Abstract

Purpose: Giant aneurysms are managed with combined anticoagulation and anti-platelet therapy, heightening risk of bleeding complications. We sought to describe the safety and efficacy of warfarin for Kawasaki disease (KD) patients (pts) with giant coronary artery aneurysms (CAA, ≥8 mm). Methods: We reviewed the % time in therapeutic range (%TTR); % of INR’s in range; bleeding events, categorized as major bleeding, clinically-relevant non-major bleeding, and minor bleeding; clotting events; INRs ≥5; and INRs <1.5. Results: Our anticoagulation service managed 9 KD pts (5 male), median age 13.2 y (range 7-22 y). INR testing was prescribed weekly to monthly and was done by home monitor (n=6) or lab (n=3). Median length of warfarin therapy was 6.5 y (1.6-12.5). Goal INR was 2.0-3.0 (n=6) or 2.5-3.5 (n=3), based on CAA size and history of CAA thrombosis. All pts were treated with aspirin; 1 was on triple therapy with warfarin, aspirin, and clopidogrel. From 6/2011-6/2014, the median %INRs in range was 62% (34-93%), and median %TTR was 68%(53-92%).

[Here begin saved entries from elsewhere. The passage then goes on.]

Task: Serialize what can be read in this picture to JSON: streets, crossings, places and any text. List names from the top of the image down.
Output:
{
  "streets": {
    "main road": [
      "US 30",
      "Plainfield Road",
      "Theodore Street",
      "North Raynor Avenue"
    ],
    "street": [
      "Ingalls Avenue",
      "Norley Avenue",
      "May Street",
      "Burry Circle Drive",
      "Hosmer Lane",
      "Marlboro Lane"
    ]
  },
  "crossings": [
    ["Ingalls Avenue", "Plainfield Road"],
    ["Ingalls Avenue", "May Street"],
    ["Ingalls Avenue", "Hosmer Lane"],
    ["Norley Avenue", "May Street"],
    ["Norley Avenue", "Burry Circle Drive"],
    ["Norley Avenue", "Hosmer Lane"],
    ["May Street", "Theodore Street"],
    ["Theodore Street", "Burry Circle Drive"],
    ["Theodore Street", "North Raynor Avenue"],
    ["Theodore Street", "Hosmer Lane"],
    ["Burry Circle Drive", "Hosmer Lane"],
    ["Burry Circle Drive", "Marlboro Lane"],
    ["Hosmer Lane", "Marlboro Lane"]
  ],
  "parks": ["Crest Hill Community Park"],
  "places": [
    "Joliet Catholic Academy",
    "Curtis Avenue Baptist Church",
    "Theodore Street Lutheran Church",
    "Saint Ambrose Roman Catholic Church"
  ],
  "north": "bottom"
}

INRs >6 occurred in 2 pts (2 events); INRs 5 <6 in 5 pts (9 events); and INRs <1.5 in 5 pts (21 events) . During warfarin therapy, 3 major bleeding events occurred in 3 pts: 1 hemorrhage in calf muscle with compartment syndrome requiring surgical clot evacuation (INR 2.5); 1 hemorrhagic ovarian cyst needing hospitalization and Vit K (INR 5.2); and 1 hemopericardium (INR 2.8) 9 days post CABG requiring readmission to the hospital, pericardiocentesis and blood transfusion. There were 2 clinically-relevant non-major bleeding events in 2 pts: 1 hospitalized for bleeding 1 wk after wisdom teeth extraction (INR 6.1) and 1 requiring cauterization for nose bleeds. Minor bleeding events included: a) severe recurrent nosebleeds in 3 pts, causing 4 ER visits (2 pts) and Hgb fall to 7 mg/dL (1 pt, Fe treatment); and b) heavy menses in the 2 post-pubertal females, both treated with oral contraceptives. Four of 9 pts had no bleeding events, and no pt had new CAA thrombosis. Conclusions: Bleeding complications are common in pts on warfarin and aspirin. Despite management by a hospital anticoagulation service, INRs were in range only 2/3 of the time. Studies on oral Factor Xa inhibitors as an alternative to warfarin are needed in this at-risk population.